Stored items

Segment Open

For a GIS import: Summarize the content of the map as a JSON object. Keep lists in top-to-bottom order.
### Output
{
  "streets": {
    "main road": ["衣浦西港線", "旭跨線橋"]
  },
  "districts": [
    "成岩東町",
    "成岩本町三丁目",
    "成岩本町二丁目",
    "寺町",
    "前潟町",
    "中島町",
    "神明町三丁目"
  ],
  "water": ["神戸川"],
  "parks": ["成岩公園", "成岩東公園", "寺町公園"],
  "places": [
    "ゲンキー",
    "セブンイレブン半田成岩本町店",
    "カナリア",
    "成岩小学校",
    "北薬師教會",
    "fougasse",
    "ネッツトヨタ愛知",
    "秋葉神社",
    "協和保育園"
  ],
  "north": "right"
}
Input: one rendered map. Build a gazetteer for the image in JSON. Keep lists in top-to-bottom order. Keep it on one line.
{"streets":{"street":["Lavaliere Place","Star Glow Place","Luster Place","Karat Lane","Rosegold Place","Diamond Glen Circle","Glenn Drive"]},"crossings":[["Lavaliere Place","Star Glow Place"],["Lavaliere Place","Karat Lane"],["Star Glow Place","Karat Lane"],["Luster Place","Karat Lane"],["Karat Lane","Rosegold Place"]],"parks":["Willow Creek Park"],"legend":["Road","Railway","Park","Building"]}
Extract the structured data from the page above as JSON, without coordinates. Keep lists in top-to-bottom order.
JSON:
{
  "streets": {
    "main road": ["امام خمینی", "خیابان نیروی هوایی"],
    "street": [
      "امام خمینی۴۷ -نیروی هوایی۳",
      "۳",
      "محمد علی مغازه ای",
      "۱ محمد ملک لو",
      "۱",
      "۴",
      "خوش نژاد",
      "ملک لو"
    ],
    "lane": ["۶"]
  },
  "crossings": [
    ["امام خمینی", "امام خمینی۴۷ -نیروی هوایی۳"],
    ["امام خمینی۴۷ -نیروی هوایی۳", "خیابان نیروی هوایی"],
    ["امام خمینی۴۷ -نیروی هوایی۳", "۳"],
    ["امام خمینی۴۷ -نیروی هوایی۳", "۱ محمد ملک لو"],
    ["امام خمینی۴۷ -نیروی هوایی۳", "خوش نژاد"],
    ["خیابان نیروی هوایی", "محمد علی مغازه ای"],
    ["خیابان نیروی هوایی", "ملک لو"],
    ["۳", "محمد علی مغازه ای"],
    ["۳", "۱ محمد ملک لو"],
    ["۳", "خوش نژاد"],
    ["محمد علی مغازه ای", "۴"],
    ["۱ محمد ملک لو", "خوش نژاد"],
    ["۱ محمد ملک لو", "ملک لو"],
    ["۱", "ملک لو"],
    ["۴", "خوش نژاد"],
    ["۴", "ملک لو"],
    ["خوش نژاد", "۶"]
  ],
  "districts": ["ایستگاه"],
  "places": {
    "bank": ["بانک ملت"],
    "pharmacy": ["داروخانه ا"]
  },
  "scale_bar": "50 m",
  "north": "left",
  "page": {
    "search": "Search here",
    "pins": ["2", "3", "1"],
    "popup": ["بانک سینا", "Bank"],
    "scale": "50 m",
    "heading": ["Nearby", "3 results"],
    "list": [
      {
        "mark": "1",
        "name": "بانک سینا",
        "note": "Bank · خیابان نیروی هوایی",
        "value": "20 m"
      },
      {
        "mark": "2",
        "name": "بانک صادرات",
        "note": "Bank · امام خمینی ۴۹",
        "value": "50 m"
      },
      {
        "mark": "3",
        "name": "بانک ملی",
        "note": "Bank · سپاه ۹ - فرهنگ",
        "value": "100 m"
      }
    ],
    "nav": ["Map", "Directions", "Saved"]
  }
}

Segment Closed

Problem statement:
Start to finish, copy the records above with no differences.

Task solution:
For a GIS import: Summarize the content of the map as a JSON object. Keep lists in top-to-bottom order.
### Output
{
  "streets": {
    "main road": ["衣浦西港線", "旭跨線橋"]
  },
  "districts": [
    "成岩東町",
    "成岩本町三丁目",
    "成岩本町二丁目",
    "寺町",
    "前潟町",
    "中島町",
    "神明町三丁目"
  ],
  "water": ["神戸川"],
  "parks": ["成岩公園", "成岩東公園", "寺町公園"],
  "places": [
    "ゲンキー",
    "セブンイレブン半田成岩本町店",
    "カナリア",
    "成岩小学校",
    "北薬師教會",
    "fougasse",
    "ネッツトヨタ愛知",
    "秋葉神社",
    "協和保育園"
  ],
  "north": "right"
}
Input: one rendered map. Build a gazetteer for the image in JSON. Keep lists in top-to-bottom order. Keep it on one line.
{"streets":{"street":["Lavaliere Place","Star Glow Place","Luster Place","Karat Lane","Rosegold Place","Diamond Glen Circle","Glenn Drive"]},"crossings":[["Lavaliere Place","Star Glow Place"],["Lavaliere Place","Karat Lane"],["Star Glow Place","Karat Lane"],["Luster Place","Karat Lane"],["Karat Lane","Rosegold Place"]],"parks":["Willow Creek Park"],"legend":["Road","Railway","Park","Building"]}
Extract the structured data from the page above as JSON, without coordinates. Keep lists in top-to-bottom order.
JSON:
{
  "streets": {
    "main road": ["امام خمینی", "خیابان نیروی هوایی"],
    "street": [
      "امام خمینی۴۷ -نیروی هوایی۳",
      "۳",
      "محمد علی مغازه ای",
      "۱ محمد ملک لو",
      "۱",
      "۴",
      "خوش نژاد",
      "ملک لو"
    ],
    "lane": ["۶"]
  },
  "crossings": [
    ["امام خمینی", "امام خمینی۴۷ -نیروی هوایی۳"],
    ["امام خمینی۴۷ -نیروی هوایی۳", "خیابان نیروی هوایی"],
    ["امام خمینی۴۷ -نیروی هوایی۳", "۳"],
    ["امام خمینی۴۷ -نیروی هوایی۳", "۱ محمد ملک لو"],
    ["امام خمینی۴۷ -نیروی هوایی۳", "خوش نژاد"],
    ["خیابان نیروی هوایی", "محمد علی مغازه ای"],
    ["خیابان نیروی هوایی", "ملک لو"],
    ["۳", "محمد علی مغازه ای"],
    ["۳", "۱ محمد ملک لو"],
    ["۳", "خوش نژاد"],
    ["محمد علی مغازه ای", "۴"],
    ["۱ محمد ملک لو", "خوش نژاد"],
    ["۱ محمد ملک لو", "ملک لو"],
    ["۱", "ملک لو"],
    ["۴", "خوش نژاد"],
    ["۴", "ملک لو"],
    ["خوش نژاد", "۶"]
  ],
  "districts": ["ایستگاه"],
  "places": {
    "bank": ["بانک ملت"],
    "pharmacy": ["داروخانه ا"]
  },
  "scale_bar": "50 m",
  "north": "left",
  "page": {
    "search": "Search here",
    "pins": ["2", "3", "1"],
    "popup": ["بانک سینا", "Bank"],
    "scale": "50 m",
    "heading": ["Nearby", "3 results"],
    "list": [
      {
        "mark": "1",
        "name": "بانک سینا",
        "note": "Bank · خیابان نیروی هوایی",
        "value": "20 m"
      },
      {
        "mark": "2",
        "name": "بانک صادرات",
        "note": "Bank · امام خمینی ۴۹",
        "value": "50 m"
      },
      {
        "mark": "3",
        "name": "بانک ملی",
        "note": "Bank · سپاه ۹ - فرهنگ",
        "value": "100 m"
      }
    ],
    "nav": ["Map", "Directions", "Saved"]
  }
}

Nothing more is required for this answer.